§ **The task**: Would you copy out each line of the records below that includes the word "Friedenstraße"?

Saved data entries
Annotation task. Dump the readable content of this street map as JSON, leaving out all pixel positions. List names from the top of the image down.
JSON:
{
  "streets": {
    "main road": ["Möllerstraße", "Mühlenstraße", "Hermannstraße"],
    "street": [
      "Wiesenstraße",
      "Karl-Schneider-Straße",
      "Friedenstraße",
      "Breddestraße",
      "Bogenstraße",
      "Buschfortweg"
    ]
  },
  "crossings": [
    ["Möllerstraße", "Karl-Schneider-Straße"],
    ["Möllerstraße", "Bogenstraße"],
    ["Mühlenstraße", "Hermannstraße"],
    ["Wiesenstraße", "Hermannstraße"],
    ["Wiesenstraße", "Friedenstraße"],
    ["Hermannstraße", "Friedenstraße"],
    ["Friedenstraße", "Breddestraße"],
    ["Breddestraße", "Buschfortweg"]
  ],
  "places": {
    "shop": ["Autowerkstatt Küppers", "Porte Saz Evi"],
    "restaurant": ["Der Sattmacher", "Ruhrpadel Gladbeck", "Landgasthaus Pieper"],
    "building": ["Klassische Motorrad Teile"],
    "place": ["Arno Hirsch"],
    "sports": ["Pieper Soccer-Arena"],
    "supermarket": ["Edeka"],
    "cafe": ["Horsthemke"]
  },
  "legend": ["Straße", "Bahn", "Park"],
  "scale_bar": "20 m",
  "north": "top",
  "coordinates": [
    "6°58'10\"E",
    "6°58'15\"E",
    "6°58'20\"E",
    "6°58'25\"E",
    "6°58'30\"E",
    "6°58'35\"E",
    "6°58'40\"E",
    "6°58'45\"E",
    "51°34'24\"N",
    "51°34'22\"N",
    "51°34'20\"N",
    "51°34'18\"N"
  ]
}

§ **Your solution**:
      "Friedenstraße",
    ["Wiesenstraße", "Friedenstraße"],
    ["Hermannstraße", "Friedenstraße"],
    ["Friedenstraße", "Breddestraße"],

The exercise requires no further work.